> [What the exercise asks]
Copy each line of the records that includes "stream".

(Stored data entries)
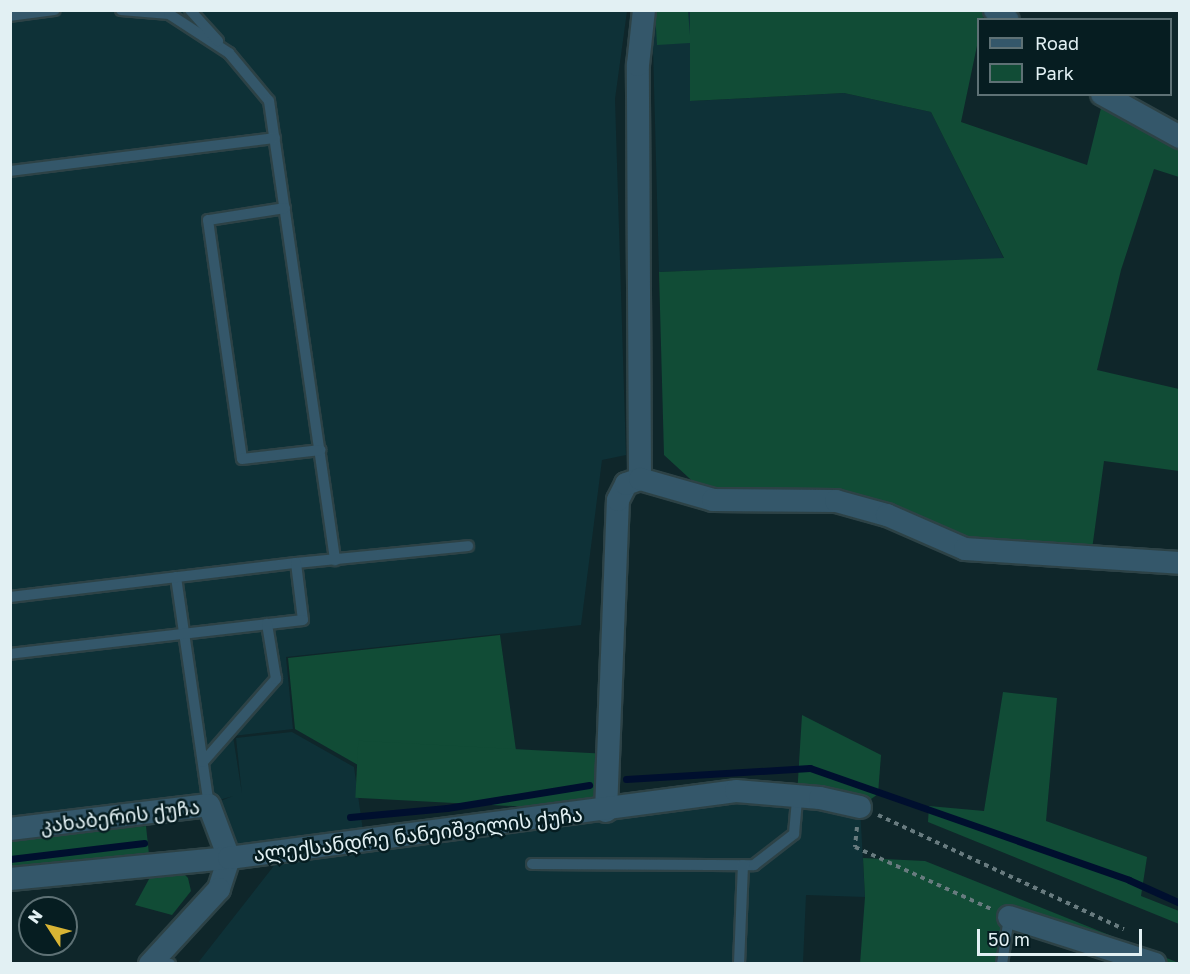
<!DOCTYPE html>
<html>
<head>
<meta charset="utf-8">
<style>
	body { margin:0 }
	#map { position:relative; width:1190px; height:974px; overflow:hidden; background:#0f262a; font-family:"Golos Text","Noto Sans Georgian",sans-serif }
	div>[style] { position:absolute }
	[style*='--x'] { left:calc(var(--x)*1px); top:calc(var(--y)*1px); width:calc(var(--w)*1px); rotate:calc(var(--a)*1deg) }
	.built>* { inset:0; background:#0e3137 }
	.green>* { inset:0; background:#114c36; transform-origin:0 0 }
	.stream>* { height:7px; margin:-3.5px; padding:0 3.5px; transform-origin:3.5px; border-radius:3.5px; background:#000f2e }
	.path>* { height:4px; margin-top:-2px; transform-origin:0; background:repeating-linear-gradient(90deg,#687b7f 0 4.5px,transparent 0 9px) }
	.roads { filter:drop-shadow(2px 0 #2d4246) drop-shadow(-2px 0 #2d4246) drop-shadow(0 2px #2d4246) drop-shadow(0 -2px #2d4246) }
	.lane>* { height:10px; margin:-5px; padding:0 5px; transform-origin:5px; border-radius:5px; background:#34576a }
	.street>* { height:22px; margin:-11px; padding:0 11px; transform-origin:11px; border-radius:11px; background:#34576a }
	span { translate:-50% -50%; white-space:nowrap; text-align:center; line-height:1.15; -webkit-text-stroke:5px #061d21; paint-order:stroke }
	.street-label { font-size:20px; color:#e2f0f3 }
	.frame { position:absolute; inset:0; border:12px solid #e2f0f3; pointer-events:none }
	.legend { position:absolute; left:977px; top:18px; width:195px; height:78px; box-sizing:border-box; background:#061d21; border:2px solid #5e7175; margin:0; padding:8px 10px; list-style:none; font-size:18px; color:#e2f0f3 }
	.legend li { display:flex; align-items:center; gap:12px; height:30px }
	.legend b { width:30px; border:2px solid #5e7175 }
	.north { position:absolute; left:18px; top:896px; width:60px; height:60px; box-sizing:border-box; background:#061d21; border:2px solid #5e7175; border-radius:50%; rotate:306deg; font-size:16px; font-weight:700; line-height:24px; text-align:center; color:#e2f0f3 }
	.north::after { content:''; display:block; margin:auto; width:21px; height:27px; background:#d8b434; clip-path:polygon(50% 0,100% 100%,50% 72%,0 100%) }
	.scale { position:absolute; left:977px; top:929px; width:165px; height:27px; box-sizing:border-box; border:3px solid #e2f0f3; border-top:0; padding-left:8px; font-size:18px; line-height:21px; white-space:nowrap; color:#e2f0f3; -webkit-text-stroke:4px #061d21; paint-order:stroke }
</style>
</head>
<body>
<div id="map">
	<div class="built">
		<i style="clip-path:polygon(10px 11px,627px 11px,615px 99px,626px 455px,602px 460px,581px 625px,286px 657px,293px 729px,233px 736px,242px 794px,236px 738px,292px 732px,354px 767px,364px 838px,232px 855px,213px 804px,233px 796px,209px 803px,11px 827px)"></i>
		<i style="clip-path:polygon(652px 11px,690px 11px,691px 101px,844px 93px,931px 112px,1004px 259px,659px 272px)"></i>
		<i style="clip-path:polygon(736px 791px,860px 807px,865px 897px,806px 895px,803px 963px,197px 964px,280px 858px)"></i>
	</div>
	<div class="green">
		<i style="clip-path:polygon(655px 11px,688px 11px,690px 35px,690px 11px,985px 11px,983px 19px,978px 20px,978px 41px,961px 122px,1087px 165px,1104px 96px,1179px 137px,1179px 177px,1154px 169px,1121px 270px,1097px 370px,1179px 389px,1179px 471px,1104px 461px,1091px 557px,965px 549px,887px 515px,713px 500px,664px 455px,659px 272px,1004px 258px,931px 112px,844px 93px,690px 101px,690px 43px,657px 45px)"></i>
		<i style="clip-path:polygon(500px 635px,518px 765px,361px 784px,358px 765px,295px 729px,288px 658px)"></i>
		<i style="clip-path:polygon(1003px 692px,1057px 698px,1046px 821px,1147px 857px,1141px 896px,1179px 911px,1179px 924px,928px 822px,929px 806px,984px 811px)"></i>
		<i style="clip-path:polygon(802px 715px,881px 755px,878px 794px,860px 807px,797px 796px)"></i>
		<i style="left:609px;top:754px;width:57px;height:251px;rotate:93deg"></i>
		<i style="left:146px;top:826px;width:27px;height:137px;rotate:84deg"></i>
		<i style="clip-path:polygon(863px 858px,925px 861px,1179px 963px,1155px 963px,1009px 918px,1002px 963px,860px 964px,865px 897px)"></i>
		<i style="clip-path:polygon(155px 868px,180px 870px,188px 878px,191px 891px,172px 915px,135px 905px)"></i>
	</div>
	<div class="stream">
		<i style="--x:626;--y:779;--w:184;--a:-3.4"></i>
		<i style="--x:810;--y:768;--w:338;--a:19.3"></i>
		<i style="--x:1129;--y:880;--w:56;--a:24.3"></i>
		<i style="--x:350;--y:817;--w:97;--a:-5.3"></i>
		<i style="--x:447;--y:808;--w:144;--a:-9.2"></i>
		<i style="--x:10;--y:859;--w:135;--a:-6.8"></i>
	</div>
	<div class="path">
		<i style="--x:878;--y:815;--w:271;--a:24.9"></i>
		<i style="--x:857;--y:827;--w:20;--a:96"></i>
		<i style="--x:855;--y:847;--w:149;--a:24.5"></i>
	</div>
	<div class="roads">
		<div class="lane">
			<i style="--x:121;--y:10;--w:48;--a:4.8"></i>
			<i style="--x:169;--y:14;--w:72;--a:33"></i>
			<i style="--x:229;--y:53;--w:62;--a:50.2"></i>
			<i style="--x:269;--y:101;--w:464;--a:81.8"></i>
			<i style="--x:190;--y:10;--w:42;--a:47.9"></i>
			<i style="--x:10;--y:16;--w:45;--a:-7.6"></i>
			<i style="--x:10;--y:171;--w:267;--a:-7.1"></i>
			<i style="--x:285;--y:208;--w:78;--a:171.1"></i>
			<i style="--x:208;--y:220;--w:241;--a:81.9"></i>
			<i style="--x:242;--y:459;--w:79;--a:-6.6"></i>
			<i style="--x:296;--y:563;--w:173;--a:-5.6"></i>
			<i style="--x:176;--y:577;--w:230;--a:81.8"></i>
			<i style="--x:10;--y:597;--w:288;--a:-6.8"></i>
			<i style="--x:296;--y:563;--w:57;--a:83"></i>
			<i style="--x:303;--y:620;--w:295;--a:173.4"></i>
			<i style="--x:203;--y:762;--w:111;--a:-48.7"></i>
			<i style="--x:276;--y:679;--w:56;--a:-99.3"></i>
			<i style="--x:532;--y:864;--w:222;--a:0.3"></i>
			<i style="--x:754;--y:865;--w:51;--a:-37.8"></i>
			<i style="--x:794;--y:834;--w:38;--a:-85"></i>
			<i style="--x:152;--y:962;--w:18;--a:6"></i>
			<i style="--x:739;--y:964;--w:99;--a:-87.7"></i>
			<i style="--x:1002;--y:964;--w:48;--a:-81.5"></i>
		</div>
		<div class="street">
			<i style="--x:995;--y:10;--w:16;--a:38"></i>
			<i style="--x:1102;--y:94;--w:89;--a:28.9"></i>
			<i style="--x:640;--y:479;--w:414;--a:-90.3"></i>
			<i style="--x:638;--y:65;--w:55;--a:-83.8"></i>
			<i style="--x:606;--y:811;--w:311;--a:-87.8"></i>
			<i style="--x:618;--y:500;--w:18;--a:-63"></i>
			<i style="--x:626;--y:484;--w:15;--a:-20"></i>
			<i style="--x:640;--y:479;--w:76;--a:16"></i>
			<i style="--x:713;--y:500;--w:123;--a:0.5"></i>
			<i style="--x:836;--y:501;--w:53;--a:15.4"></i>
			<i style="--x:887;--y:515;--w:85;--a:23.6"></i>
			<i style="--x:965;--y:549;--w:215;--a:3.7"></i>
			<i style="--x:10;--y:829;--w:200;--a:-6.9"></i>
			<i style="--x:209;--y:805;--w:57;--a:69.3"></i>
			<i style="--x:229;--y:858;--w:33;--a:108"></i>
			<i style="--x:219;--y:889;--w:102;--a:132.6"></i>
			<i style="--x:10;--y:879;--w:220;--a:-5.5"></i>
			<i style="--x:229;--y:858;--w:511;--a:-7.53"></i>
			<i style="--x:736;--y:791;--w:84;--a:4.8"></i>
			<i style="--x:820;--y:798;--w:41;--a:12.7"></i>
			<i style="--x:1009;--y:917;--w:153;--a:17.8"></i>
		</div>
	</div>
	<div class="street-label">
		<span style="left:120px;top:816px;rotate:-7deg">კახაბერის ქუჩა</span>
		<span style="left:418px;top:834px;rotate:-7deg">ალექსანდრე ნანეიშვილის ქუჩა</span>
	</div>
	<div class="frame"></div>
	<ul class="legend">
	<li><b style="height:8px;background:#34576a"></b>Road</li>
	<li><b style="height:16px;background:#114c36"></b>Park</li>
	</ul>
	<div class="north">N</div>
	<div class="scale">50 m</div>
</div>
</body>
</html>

--

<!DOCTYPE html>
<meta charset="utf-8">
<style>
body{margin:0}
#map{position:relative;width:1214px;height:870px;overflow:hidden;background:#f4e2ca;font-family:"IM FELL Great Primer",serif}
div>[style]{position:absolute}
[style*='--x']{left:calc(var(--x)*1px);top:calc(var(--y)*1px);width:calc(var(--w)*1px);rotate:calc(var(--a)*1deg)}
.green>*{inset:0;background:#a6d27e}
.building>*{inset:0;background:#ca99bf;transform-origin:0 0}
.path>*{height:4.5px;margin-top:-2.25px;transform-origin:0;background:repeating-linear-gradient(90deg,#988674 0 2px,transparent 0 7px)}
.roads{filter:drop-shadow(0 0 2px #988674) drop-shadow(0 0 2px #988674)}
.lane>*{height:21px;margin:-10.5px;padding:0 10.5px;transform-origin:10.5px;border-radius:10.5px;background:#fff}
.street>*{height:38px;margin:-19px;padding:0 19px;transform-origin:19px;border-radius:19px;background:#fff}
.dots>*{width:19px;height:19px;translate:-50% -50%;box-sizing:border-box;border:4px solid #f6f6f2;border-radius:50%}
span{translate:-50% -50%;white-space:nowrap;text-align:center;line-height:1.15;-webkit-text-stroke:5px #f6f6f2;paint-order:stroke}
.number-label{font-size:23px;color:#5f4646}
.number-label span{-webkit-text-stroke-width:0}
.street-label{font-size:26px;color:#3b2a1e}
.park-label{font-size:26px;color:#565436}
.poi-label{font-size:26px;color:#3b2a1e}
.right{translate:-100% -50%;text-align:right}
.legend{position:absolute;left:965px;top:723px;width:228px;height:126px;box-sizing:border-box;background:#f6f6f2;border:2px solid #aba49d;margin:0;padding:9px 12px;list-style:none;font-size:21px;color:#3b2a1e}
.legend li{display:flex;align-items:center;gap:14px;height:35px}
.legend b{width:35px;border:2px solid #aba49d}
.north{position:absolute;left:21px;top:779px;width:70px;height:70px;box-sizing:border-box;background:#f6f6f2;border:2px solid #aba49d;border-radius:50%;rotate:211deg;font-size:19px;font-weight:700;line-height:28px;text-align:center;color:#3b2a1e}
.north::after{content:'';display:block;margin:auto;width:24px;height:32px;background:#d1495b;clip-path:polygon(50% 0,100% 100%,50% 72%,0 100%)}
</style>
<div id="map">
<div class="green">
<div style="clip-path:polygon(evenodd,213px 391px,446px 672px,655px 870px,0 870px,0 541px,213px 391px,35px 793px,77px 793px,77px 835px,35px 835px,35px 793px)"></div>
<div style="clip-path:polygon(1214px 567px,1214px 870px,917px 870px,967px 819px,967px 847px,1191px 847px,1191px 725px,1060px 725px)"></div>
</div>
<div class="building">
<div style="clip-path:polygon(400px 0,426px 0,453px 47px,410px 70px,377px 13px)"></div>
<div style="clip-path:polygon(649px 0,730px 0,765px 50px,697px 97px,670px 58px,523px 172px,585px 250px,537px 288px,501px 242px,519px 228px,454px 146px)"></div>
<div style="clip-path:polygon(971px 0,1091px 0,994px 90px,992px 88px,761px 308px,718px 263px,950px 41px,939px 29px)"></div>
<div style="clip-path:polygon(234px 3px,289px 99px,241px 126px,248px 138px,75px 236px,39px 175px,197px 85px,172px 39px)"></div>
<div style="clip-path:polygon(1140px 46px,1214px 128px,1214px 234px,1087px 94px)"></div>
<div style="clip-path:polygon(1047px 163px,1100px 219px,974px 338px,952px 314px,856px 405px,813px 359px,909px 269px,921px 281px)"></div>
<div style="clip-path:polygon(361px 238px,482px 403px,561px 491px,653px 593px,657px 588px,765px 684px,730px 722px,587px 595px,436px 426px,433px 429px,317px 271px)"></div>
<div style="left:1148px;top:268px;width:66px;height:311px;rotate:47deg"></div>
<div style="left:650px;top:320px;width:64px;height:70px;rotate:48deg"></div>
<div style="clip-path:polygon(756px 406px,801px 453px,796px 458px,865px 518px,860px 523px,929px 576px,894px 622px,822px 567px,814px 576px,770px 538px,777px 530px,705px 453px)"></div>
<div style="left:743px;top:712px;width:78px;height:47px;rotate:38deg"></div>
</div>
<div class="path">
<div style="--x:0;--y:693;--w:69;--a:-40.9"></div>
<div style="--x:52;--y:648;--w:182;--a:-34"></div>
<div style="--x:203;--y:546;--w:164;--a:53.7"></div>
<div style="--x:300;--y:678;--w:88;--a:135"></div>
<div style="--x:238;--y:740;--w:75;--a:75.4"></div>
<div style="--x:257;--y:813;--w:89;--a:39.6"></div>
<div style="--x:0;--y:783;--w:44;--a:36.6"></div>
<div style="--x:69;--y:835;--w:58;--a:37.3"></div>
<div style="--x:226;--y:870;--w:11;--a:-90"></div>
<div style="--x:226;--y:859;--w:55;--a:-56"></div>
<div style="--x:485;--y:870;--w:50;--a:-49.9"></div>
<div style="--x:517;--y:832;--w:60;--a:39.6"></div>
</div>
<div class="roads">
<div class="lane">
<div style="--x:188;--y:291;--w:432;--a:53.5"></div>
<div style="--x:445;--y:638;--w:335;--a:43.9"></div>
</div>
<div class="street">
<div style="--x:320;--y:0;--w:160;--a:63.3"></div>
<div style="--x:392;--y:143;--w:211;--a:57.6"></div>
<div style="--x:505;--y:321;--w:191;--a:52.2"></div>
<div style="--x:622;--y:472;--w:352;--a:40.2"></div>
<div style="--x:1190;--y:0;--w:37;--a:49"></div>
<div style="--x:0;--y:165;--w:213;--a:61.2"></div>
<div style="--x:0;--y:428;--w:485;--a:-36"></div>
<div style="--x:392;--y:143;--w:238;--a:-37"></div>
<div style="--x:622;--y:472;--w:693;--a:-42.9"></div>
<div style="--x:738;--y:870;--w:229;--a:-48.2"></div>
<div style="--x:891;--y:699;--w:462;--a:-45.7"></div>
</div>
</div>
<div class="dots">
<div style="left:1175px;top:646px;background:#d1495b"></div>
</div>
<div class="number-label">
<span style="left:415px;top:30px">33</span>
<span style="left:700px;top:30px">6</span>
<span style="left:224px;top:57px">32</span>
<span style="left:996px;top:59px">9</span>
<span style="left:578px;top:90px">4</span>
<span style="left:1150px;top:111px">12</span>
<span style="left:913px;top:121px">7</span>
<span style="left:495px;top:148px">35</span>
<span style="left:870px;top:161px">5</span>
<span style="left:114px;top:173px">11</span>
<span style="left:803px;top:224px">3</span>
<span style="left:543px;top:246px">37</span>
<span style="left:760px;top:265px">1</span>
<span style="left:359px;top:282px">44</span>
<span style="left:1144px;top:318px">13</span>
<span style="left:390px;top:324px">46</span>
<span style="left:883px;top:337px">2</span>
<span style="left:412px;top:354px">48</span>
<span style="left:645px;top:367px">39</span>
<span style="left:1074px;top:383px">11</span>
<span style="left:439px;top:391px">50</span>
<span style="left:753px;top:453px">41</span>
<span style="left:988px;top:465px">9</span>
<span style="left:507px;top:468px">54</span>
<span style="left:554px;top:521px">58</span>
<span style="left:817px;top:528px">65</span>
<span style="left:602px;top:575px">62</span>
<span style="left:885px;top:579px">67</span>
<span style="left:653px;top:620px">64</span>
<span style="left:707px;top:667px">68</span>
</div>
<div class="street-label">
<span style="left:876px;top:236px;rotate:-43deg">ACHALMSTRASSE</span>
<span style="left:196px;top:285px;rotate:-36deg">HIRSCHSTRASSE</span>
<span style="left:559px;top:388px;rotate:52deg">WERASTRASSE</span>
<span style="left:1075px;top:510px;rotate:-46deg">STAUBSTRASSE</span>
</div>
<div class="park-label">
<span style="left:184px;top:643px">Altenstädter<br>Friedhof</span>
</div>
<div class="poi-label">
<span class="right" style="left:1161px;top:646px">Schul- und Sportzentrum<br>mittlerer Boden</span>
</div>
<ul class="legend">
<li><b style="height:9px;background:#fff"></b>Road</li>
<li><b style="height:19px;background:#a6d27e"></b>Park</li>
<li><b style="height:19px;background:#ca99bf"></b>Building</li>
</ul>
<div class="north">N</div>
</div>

> [Reply]
	.stream>* { height:7px; margin:-3.5px; padding:0 3.5px; transform-origin:3.5px; border-radius:3.5px; background:#000f2e }
	<div class="stream">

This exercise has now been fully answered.